O problema da literatura identitária

O mesmo acontece com Porco de Raça, de Bruno Ribeiro. O romance distópico opera a partir da ideia de que a raça não é um dado circunstancial, mas o eixo organizador da experiência social do protagonista. Violência, humilhação, desejo, fracasso e reconhecimento são lidos, dentro da lógica do livro, prioritariamente como efeitos do racismo estrutural. É claro para mim que Ribeiro usou da literatura não como um farol que desvenda as fendas do homem e da existência, mas como um grafite com cores estouradas que passa uma mensagem de revolta ou revolução, pintura feita para impressionar e impulsionar uma propaganda.
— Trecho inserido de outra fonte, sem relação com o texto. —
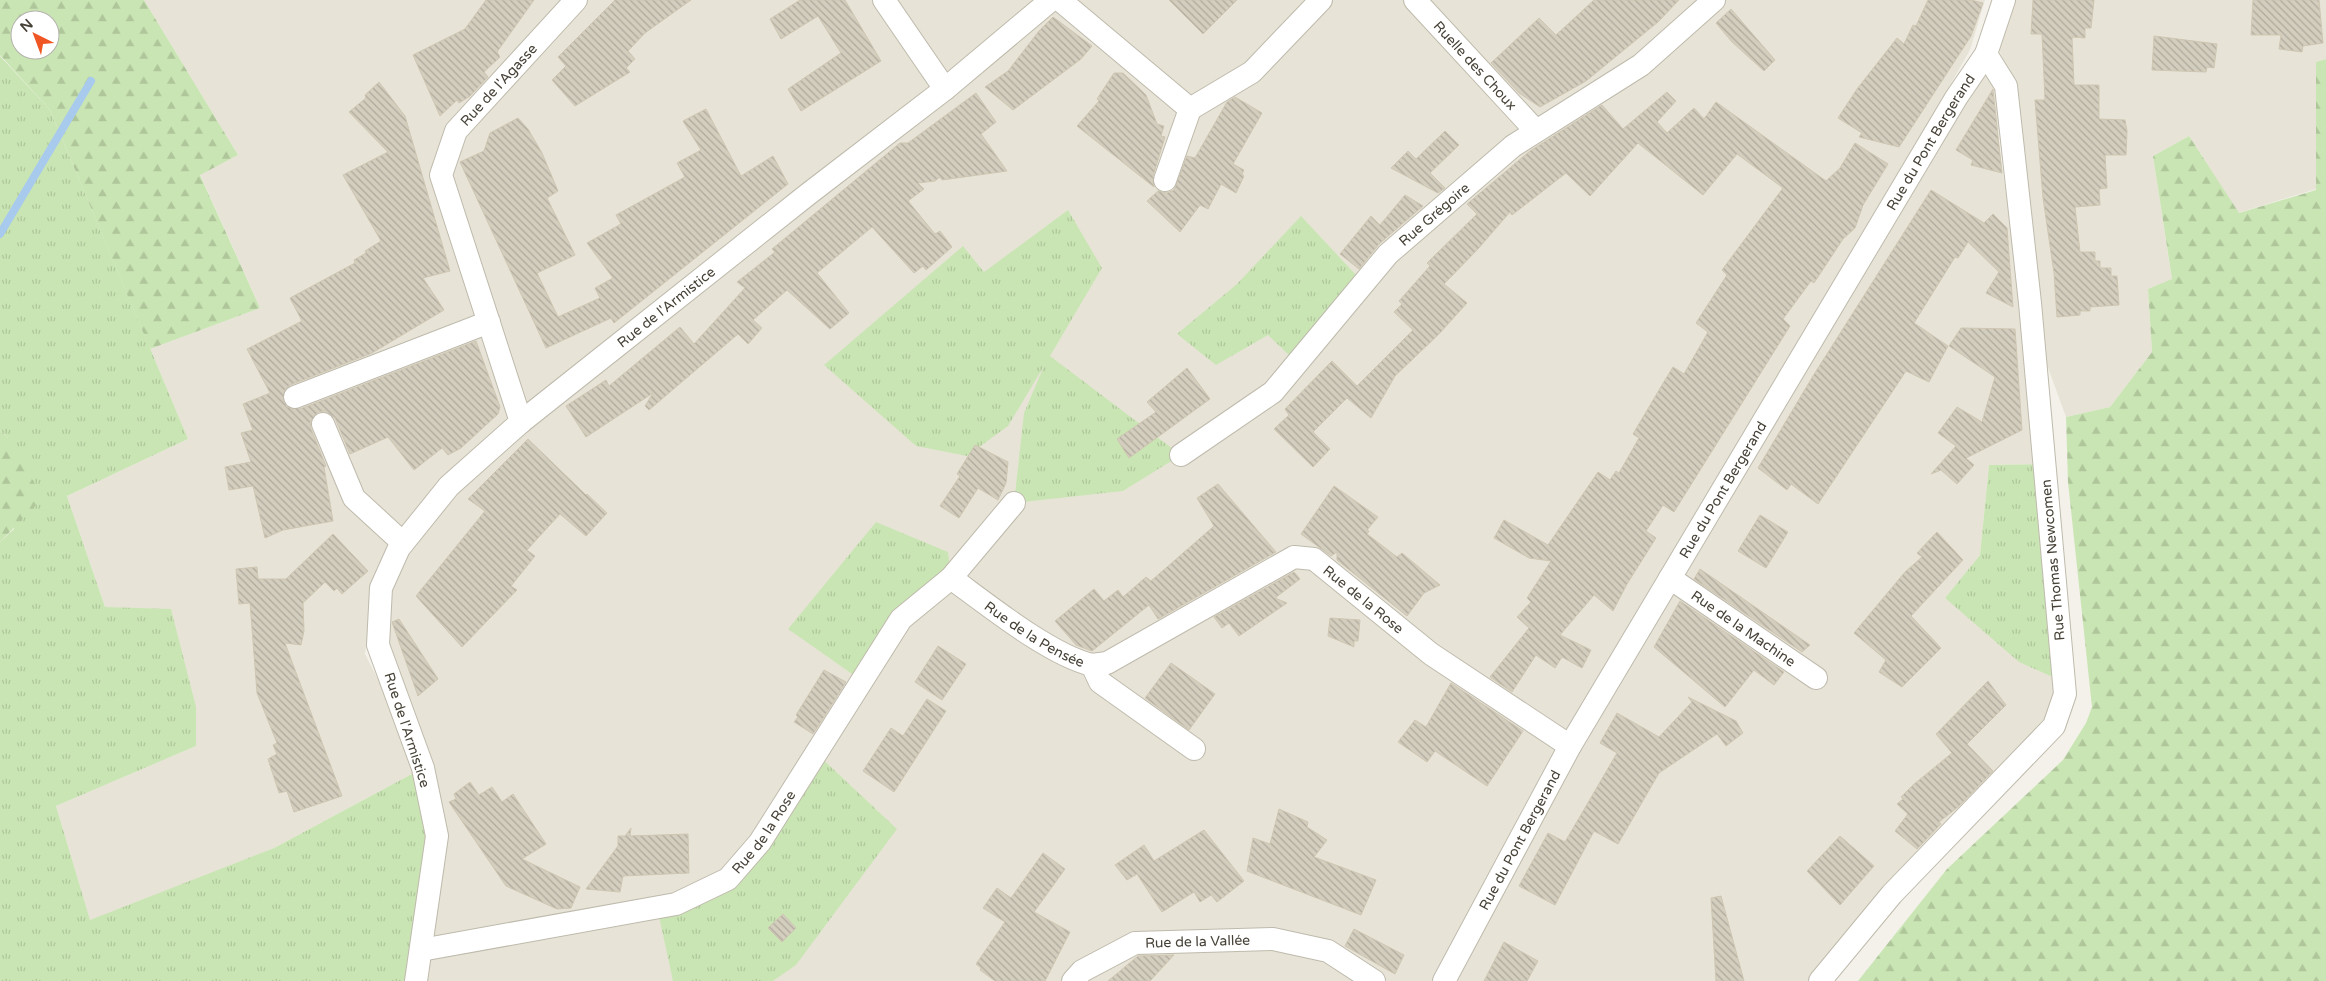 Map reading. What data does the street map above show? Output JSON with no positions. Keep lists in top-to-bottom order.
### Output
{
  "streets": {
    "street": [
      "Ruelle des Choux",
      "Rue de l'Agasse",
      "Rue du Pont Bergerand",
      "Rue Grégoire",
      "Rue de l'Armistice",
      "Rue Thomas Newcomen",
      "Rue de la Rose",
      "Rue de la Machine",
      "Rue de la Pensée",
      "Rue de la Vallée"
    ]
  },
  "crossings": [
    ["Ruelle des Choux", "Rue Grégoire"],
    ["Rue de l'Agasse", "Rue de l'Armistice"],
    ["Rue du Pont Bergerand", "Rue Thomas Newcomen"],
    ["Rue du Pont Bergerand", "Rue de la Rose"],
    ["Rue du Pont Bergerand", "Rue de la Machine"],
    ["Rue de l'Armistice", "Rue de la Rose"],
    ["Rue de la Rose", "Rue de la Pensée"]
  ],
  "north": "top left"
}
O homem universal, objeto substancial da literatura ocidental, some para dar lugar somente à raça; o homem não é mais homem, ele se torna cor e agenda política.

A literatura, no entanto, é a arte de mostrar o mundo no homem, de iluminar os vãos da existência para torná-los visíveis por meio de histórias que dialogam com toda a humanidade. Não pensem que argumento aqui em favor de uma literatura apolítica, eu defendo uma literatura que exista com a política, e não em submissão a ela.

Todavia, qualquer uma dessas duas críticas acima feitas, se o eixo analítico não considerar a cotagem de melanina do autor, o racismo pré-concebido como estrutura de tudo — inclusive da minha própria crítica —, então a minha análise se torna automaticamente algo asqueroso que passa a denotar não a minha impressão sincera sobre a obra, mas a minha clara e inconteste adesão a uma visão preconceituosa de mundo. Eu me torno fascista mais rápido do que um miojo leva para ficar pronto. Meus argumentos, ainda que nem sequer toquem no fator “raça” e cor, irão se tornar provas incontestes de que sou irremediavelmente um racista — ainda mais porque sou irremediavelmente branco.

Não sobra outra opção a não ser gostar, aplaudir e divulgar a tal “literatura identitária” ou “racial”, não por sua qualidade, mas por simplesmente ser um manifesto “antiburguês” e “antibranco”. Como disse George Orwell em seu ensaio Salvem a Literatura: “[É] no ponto em que a literatura e a política se cruzam que o totalitarismo exerce sua maior pressão sobre o intelectual”. É isso.

Repressões aos críticos

Nem mesmo a mais irretocável crítica literária realizada a uma obra de “literatura identitária” seria o suficiente para que os especialistas atuais considerassem-na como uma crítica “sem racismo e politização”, pois, no fundo, eles sabem que o texto em si pesa pouquíssimo se comparado à agenda estrutural que ela representa. A propaganda, essa sim é a mestra, a espinha do livro, e criticar o livro, em última instância, significa criticar a sacralidade ideológica. E isso não é permitido.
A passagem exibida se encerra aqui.